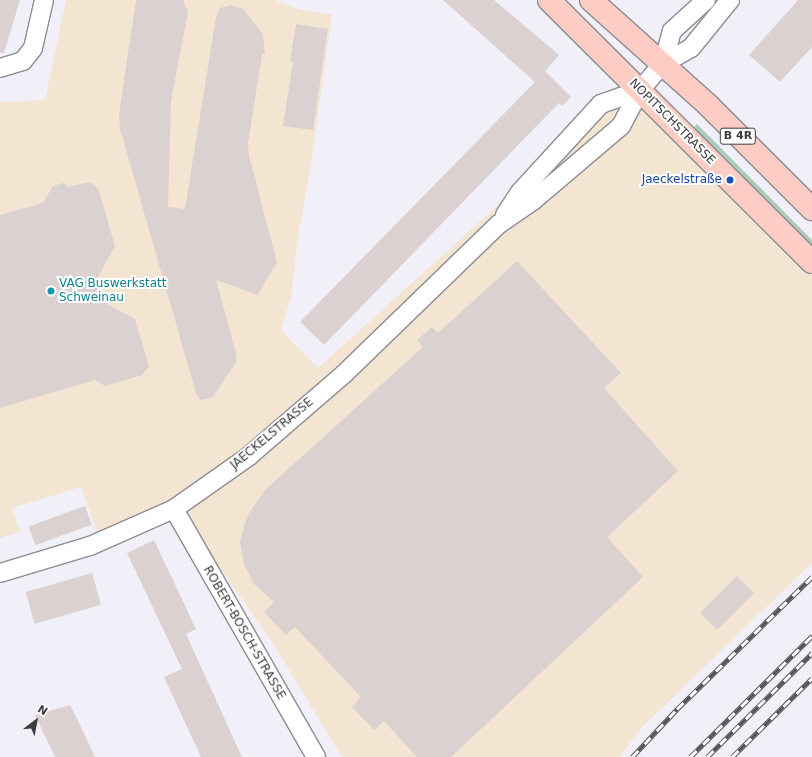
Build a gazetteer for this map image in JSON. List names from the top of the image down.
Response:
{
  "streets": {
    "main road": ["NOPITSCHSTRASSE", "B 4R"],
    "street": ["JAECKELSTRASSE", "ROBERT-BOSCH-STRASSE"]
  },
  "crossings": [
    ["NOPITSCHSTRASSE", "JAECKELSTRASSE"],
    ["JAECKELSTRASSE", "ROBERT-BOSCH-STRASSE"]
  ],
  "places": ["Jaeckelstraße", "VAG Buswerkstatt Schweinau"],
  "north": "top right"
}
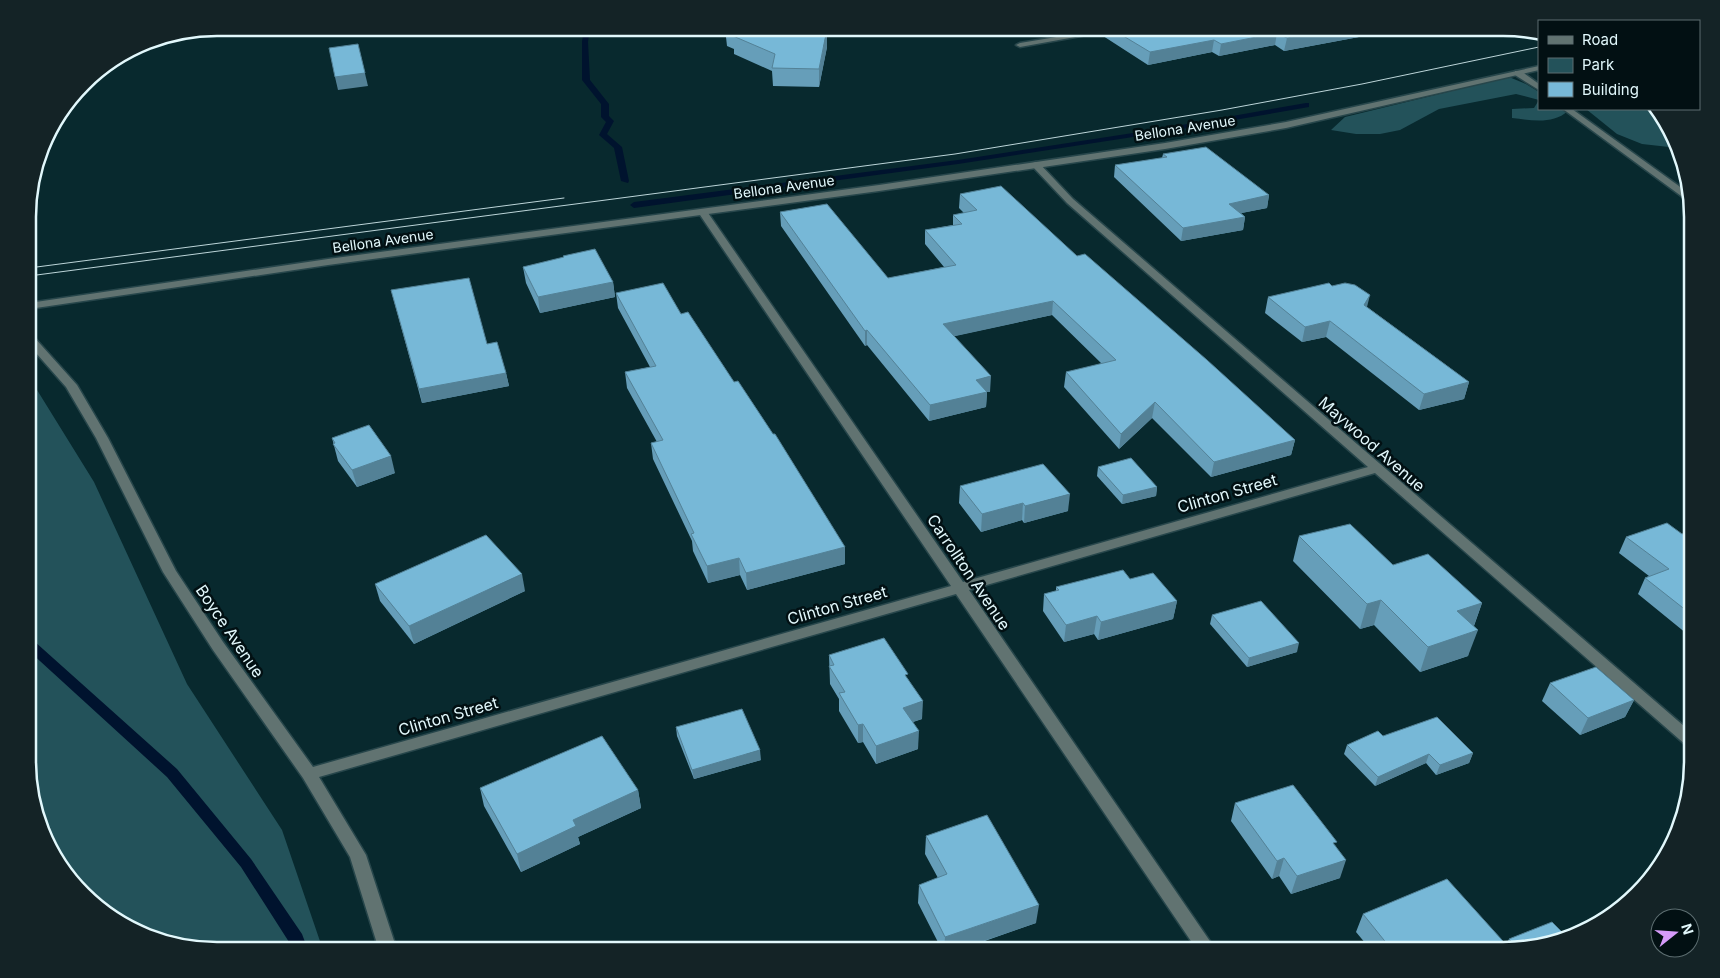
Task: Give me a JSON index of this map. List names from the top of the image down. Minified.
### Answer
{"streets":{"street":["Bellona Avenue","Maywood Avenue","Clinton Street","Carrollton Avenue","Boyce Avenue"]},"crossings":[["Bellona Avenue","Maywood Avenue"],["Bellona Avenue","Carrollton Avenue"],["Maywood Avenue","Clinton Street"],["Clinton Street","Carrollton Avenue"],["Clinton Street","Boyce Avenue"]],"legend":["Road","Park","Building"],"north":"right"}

_ _ _

What you are asked to do
Retype nothing except the lines from the first line of the listing above through the line with "Task: Give me", exactly as they stand, and no pictures.

The completed task
Build a gazetteer for this map image in JSON. List names from the top of the image down.
Response:
{
  "streets": {
    "main road": ["NOPITSCHSTRASSE", "B 4R"],
    "street": ["JAECKELSTRASSE", "ROBERT-BOSCH-STRASSE"]
  },
  "crossings": [
    ["NOPITSCHSTRASSE", "JAECKELSTRASSE"],
    ["JAECKELSTRASSE", "ROBERT-BOSCH-STRASSE"]
  ],
  "places": ["Jaeckelstraße", "VAG Buswerkstatt Schweinau"],
  "north": "top right"
}
Task: Give me a JSON index of this map. List names from the top of the image down. Minified.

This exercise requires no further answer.